Vor dreieinhalb Wochen wurde die neue Bürgermeisterin von Herdecke in ihrem Haus lebensgefährlich verletzt. Der Täter: ihre Adoptivtochter. Nach Ansicht von Iris Stalzer waren viele Reaktionen voreilig und unsensibel – auch die der Bundeskanzlerin.

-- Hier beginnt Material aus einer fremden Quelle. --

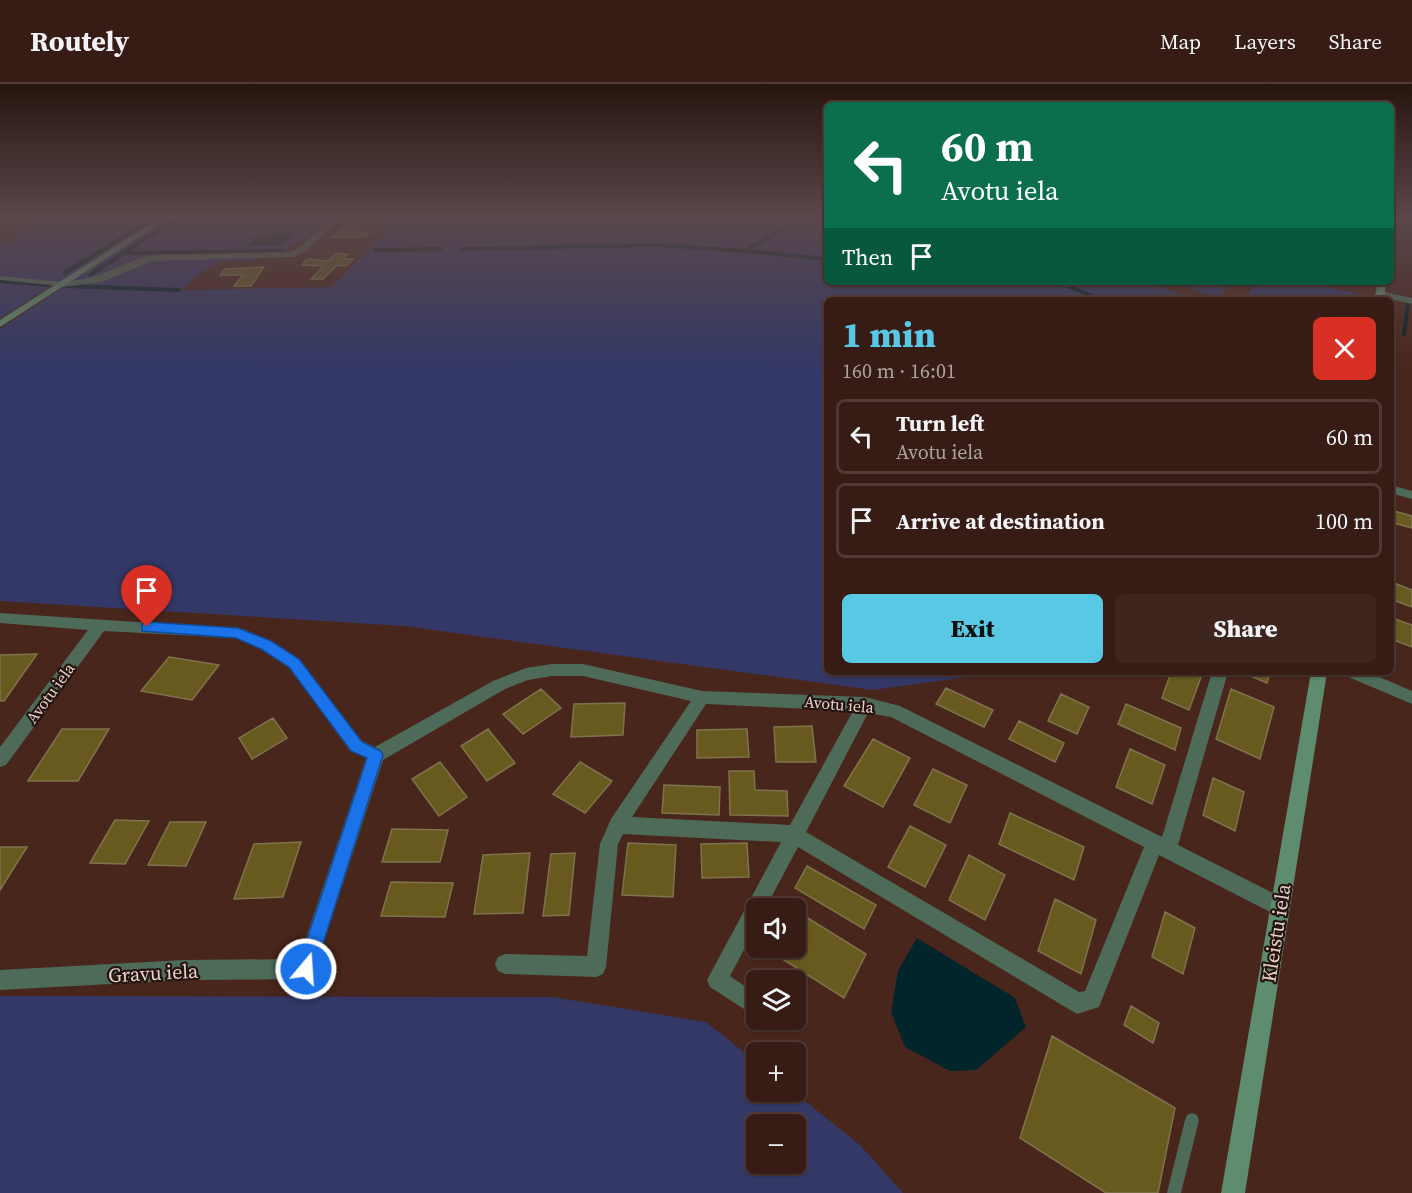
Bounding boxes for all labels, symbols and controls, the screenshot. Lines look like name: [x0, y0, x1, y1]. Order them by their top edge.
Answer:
text: Routely: [30, 22, 129, 60]
text: Map: [1160, 27, 1201, 56]
text: Layers: [1234, 27, 1296, 56]
text: Share: [1329, 27, 1382, 56]
text: 60 m: [941, 117, 1034, 175]
icon: left: [842, 126, 920, 204]
text: Avotu iela: [941, 172, 1059, 209]
icon: arrive: [905, 240, 938, 273]
text: Then: [842, 242, 893, 272]
text: 1 min: [842, 310, 936, 359]
button: close: [1313, 317, 1376, 380]
text: 160 m · 16:01: [842, 357, 956, 385]
text: Turn left: [896, 408, 984, 438]
icon: left: [845, 420, 878, 453]
text: 60 m: [1326, 422, 1373, 452]
text: Avotu iela: [896, 438, 983, 466]
icon: arrive: [845, 504, 878, 537]
text: Arrive at destination: [896, 506, 1105, 536]
text: 100 m: [1315, 506, 1373, 536]
pin: [121, 565, 172, 627]
icon: arrive: [130, 574, 163, 607]
button: Exit: [842, 594, 1103, 663]
button: Share: [1115, 594, 1376, 663]
street label: Avotu iela: [21, 658, 80, 728]
street label: Avotu iela: [803, 690, 876, 718]
street label: Kleistu iela: [1254, 881, 1298, 984]
map controls: [746, 898, 806, 1174]
button: sound: [746, 898, 806, 958]
position arrow: [274, 937, 338, 1001]
street label: Gravu iela: [107, 957, 199, 989]
button: layers: [746, 970, 806, 1030]
button: +: [746, 1042, 806, 1102]
button: −: [746, 1114, 806, 1174]

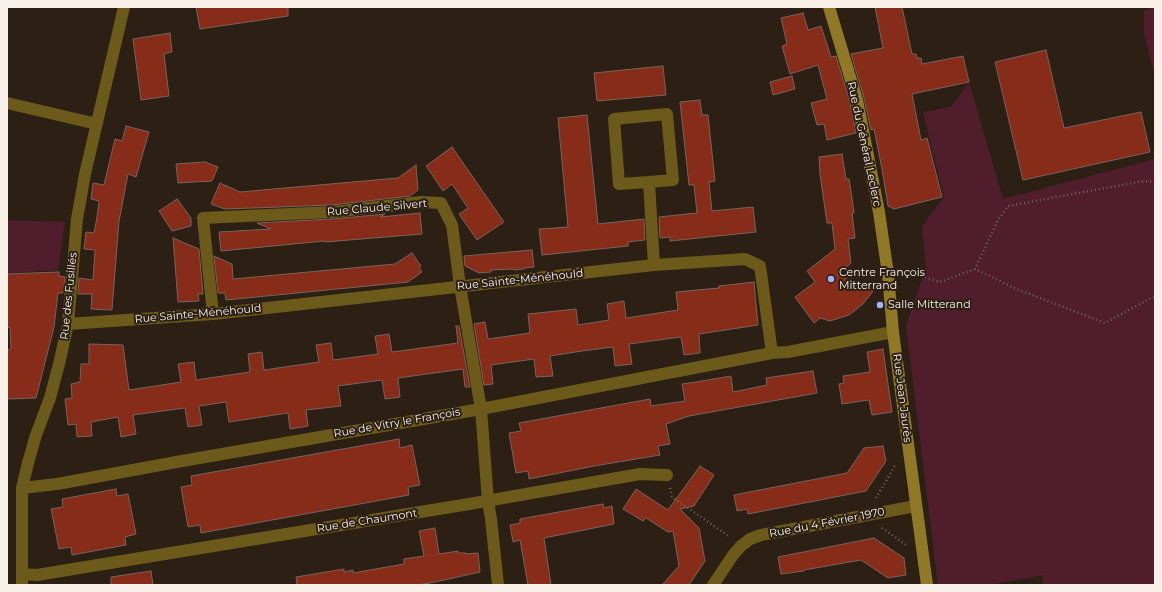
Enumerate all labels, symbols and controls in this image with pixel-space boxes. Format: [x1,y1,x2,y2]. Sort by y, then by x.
street label: Rue du Général Leclerc [844,80,884,208]
street label: Rue Claude Silvert [326,197,428,219]
street label: Rue des Fusillés [58,252,80,340]
place label: Centre François Mitterrand [839,266,925,292]
street label: Rue Sainte-Ménéhould [456,267,584,293]
marker: Centre François Mitterrand [826,274,836,284]
place label: Salle Mitterand [888,298,971,312]
marker: Salle Mitterand [875,300,885,310]
street label: Rue Sainte-Ménéhould [134,302,262,326]
street label: Rue Jean Jaurès [890,353,914,443]
street label: Rue de Vitry le François [333,405,461,441]
street label: Rue du 4 Février 1970 [768,505,886,541]
street label: Rue de Chaumont [316,507,418,535]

Die Herdecke-Bürgermeisterin Iris Stalzer, die bei einem Messerangriff in ihrem Haus verletzt wurde, hat Medien und Politik für den Umgang mit ihrem Fall kritisiert. „Mit einem solchen Medienrummel habe ich eigentlich nicht gerechnet“, sagte Stalzer im Interview mit der „Westfalenpost“.
„Ich bin kein Bundespolitiker und auch keine Person mit nationaler Bedeutung“, sagte Stalzer (SPD). „Ich denke, sie hätten etwas rücksichtsvoller sein können. Ich denke auch, dass an der einen oder anderen Stelle die gesetzlichen Grenzen überschritten wurden, leider.“
Stalzer wurde am 7. Oktober in ihrem Haus lebensgefährlich verletzt. Ihre 17-jährige Adoptivtochter steht im Verdacht, sie stundenlang im Keller des Hauses bedroht und gequält zu haben. Neben 13 Stichwunden soll der 57-Jährige zahlreiche Kopfverletzungen erlitten haben. Gegen die Tochter wurde ein Haftbefehl wegen schwerer Körperverletzung erlassen.

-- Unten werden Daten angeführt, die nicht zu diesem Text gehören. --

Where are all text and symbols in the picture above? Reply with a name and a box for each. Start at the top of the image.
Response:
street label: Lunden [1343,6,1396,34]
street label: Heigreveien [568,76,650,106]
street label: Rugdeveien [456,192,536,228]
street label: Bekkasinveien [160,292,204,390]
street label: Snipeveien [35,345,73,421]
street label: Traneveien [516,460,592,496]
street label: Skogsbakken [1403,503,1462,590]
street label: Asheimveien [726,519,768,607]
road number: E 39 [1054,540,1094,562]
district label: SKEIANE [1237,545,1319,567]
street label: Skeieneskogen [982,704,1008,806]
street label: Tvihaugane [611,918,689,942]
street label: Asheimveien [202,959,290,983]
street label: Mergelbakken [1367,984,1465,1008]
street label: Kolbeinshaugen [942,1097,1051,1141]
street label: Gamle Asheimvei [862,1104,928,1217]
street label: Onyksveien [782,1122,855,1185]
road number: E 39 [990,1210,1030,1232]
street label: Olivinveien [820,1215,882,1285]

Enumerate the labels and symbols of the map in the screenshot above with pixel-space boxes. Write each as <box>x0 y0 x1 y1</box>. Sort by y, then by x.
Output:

Stalzer hätte sich mehr Rücksichtnahme gewünscht
Kurz nach Bekanntwerden der Tat – als die Hintergründe noch völlig unklar waren – äußerten sich mehrere Politiker dazu. Bundeskanzler Friedrich Merz (CDU) schrieb auf X von einer „abscheulichen Tat“.
„Ich möchte Herrn Merz keinen Vorwurf machen und mir ist auch klar, dass wir in schnelllebigen Zeiten leben“, sagte Stalzer. „Aber ich finde es extrem schwierig, Dinge zu kommentieren, über die man so wenig weiß, und dann innerhalb von Minuten eine Meinung dazu zu haben.“
Im Krankenhaus verzichtete sie bewusst auf den Medienkonsum. „Ich habe mich darauf beschränkt zu lesen, was mir persönlich über meine Homepage oder über meine verschiedenen E-Mail-Adressen – oder sogar per Post – zugesandt wurde. Das war und ist der Schutzwall, den ich für mich selbst errichtet habe.“
„Für manche mag das Leben ein Ponyhof sein“, sagt der 57-Jährige
Trotz der einschneidenden Erfahrung will Stalzer weiter politisch arbeiten: „Ich mache seit 20 Jahren Kommunalpolitik und die Kinder kamen sozusagen in meine politische Karriere. Wenn sich nur Menschen mit perfekten Familien engagieren dürfen, verzerrt das unsere Gesellschaft sehr. Für manche mag das Leben ein Ponyhof sein, für die meisten aber nicht.“
Bisher hat niemand meinen Mann gefragt, wie er seinen Job in Zukunft weiterführen möchte
Auf die Frage, ob sie nach dem Anschlag über einen Rückzug nachgedacht und dies möglicherweise mit ihrem Mann besprochen habe, antwortete sie: „Ich habe eigentlich nicht zuerst mit meinem Mann darüber gesprochen, sondern mit meiner Partei. Die Frage war nicht ‚Will ich das noch?‘, sondern ‚Willst du das noch?‘.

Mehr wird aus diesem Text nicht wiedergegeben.